Perhaps with Halloween just passing, it was appropriate that "scared" traders and investors took center stage last week with the 2016 presidential election imminent. Selling and hedging activity predominated as various polls revealed that Donald Trump was narrowing the gap on Hillary Clinton. As a result, the SPDR S&P 500 ETF Trust (SPY - 208.55) finally moved out of a seven-week trading range, breaking below potential support in the $210 area. In fact, a new streak occurred -- nine consecutive losing days.

As we said last week, this technical breakdown increases the possibility of a move to the 205 strike in the short term, the target for a bearish "descending triangle" formation that we discussed. This pattern becomes "broken" if the SPY manages to move back above the base of this triangle at $212.

Friday's action may have given the bulls a little bit of hope that the bear pattern is a false breakdown, as the lows occurred just above the 208 level, site of: 1) its 200-day moving average; 2) the vicinity of its year-over-year breakeven level; and 3) the largest put open interest strike in the weekly Nov. 4 option series that expired on Friday. That said, the sell-off in the last hour of the day may have dampened some hopes.

spy daily with 200 day moving average

The behavior of the CBOE Volatility Index (VIX - 22.51) in the past couple of weeks is much like that of June, when it began rising ahead of the late-month Brexit referendum. In fact, on Thursday, Nov. 3 -- for only the fourth time since 2010 -- the VIX reading was three times greater than the S&P 500 Index (SPX - 2,085.18) actual volatility. In other words, while the market has not displayed a lot of pre-election volatility, expectations for post-election volatility have soared.

One noticeable difference, however, is that VIX futures call buyers were nowhere to be found in the options market ahead of the Brexit referendum, as is evidenced by the fact that the 10-day, buy-to-open call/put volume ratio was at multi-month lows, and only began rising when the Brexit "surprise" occurred. Said another way, VIX option speculators were caught flat-footed prior to a massive spike in volatility in June.

This time around, VIX buy-to-open call/put volume ratio has soared, as speculators and hedgers gravitate toward the purchase of VIX futures calls relative to puts. After all, with Brexit fresh on the minds of traders and investors, VIX option players are more open to a negative surprise -- and a corresponding volatility spike -- if the election outcome is perceived as a negative. The behavior of the VIX call/put volume ratio offers an excellent illustration of the caution that exists pre-election relative to pre-Brexit.

vix call buying

Also of note are the heavy put purchases on SPY options relative to calls, as the 10-day, buy-to-open put/call volume ratio spiked to 2.42 late last week -- its highest reading in 15 months. For perspective, this reading was only 1.46 immediately ahead of the Brexit referendum. SPY put options can be used to hedge equity portfolios or bet on a broad-market decline. Whether the put activity is hedging, speculative, or a combination of both is irrelevant. The takeaway is that it appears traders and investors are expressing considerably more caution ahead of the presidential election than the Brexit referendum.

spy put buying ratio

For what it's worth, the biggest 10-day open interest change for SPY options expiring through the Nov. 18 standard expiration has been at the 200 put strike, followed by the 208 and then 205 put strikes.

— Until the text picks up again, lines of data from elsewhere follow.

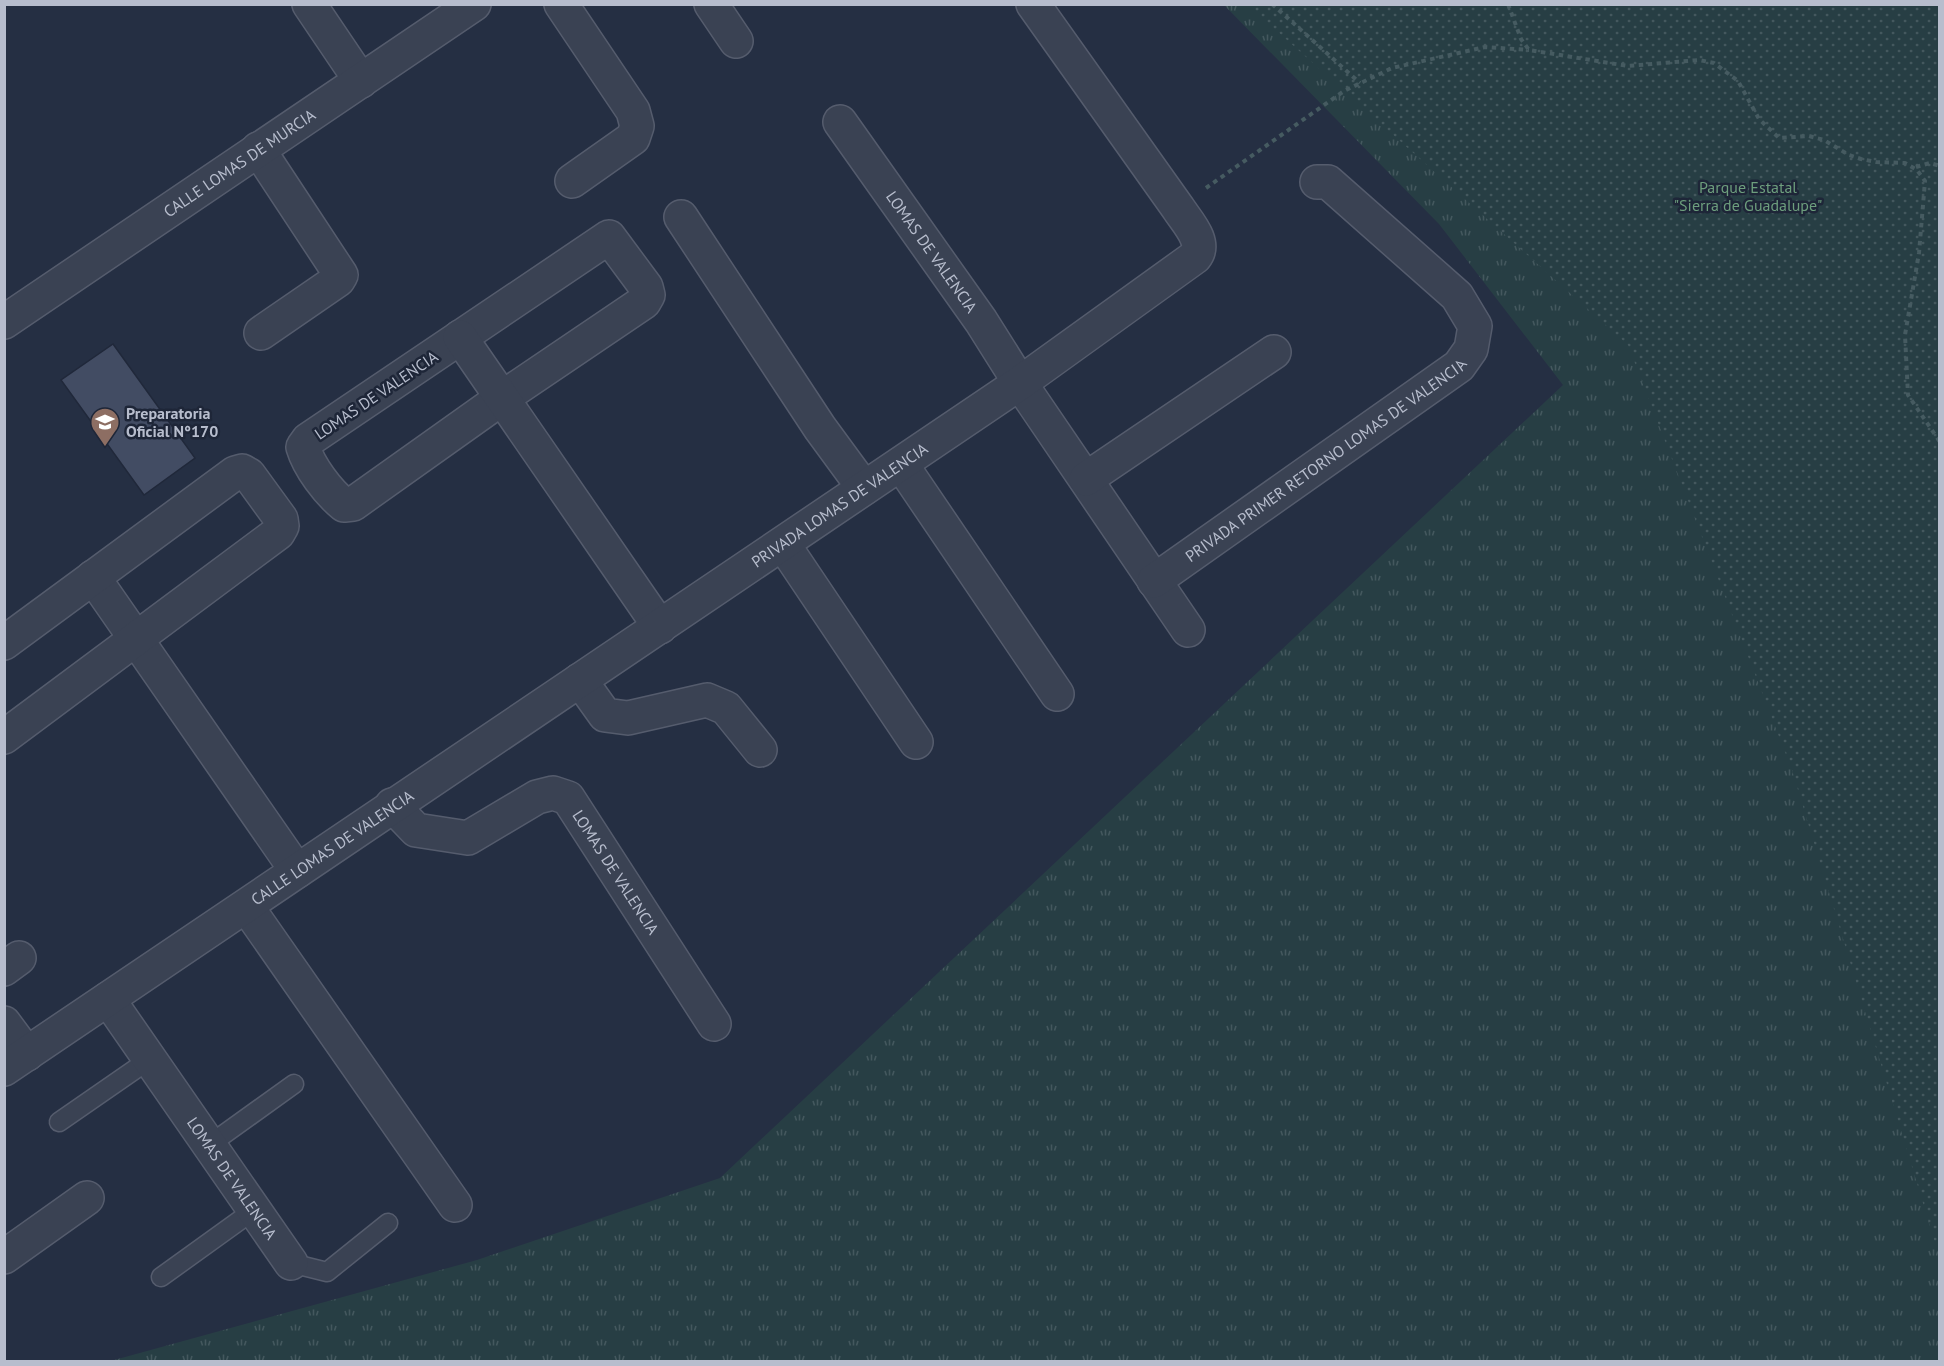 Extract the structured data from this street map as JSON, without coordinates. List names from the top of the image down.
{
  "streets": {
    "street": [
      "CALLE LOMAS DE MURCIA",
      "LOMAS DE VALENCIA",
      "PRIVADA PRIMER RETORNO LOMAS DE VALENCIA",
      "PRIVADA LOMAS DE VALENCIA",
      "CALLE LOMAS DE VALENCIA"
    ]
  },
  "crossings": [
    ["LOMAS DE VALENCIA", "PRIVADA LOMAS DE VALENCIA"],
    ["LOMAS DE VALENCIA", "CALLE LOMAS DE VALENCIA"],
    ["PRIVADA LOMAS DE VALENCIA", "CALLE LOMAS DE VALENCIA"]
  ],
  "parks": ["Parque Estatal \"Sierra de Guadalupe\""],
  "places": {
    "school or university": ["Preparatoria Oficial N°170"]
  }
}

spy 10 day open interest changes

With the Nov. 8 presidential election occurring within the two-week window ahead of standard options expiration on Nov. 18, it is worthwhile to observe the current SPY open interest configuration for all options expiring through standard November expiration.

Standard option expirations usually carry more open interest than weekly expirations, and therefore the influence of options open interest can have a higher impact on index and exchange-traded fund (ETF) action. Said another way, the bigger the put open interest, the bigger the potential "magnet" effect during sell-offs. However, the bigger the put open interest, the greater the number of short positions associated with the put open interest that will be unwound as expiration nears. The unwinding of these short positions would have a net positive impact, as long as the SPY remains above the heavy put strikes as expiration(s) near.

With that said, note the current open interest configuration for the SPY, as shown on the graph below. With the move below the 212 strike last week, the SPY is vulnerable to moving lower through heavy put strikes down to 205 (the target for the bearish triangle pattern) -- or even 200, site of more than 380,000 put contracts for all SPY options expiring through Nov. 18, in addition to the post-Brexit low.

The 205 strike would be the first line of defense, since put open interest at this strike is much more significant relative to the strikes immediately below it, which might be considered smaller magnets. But if momentum sellers were to join the party, the 200 strike would become relevant.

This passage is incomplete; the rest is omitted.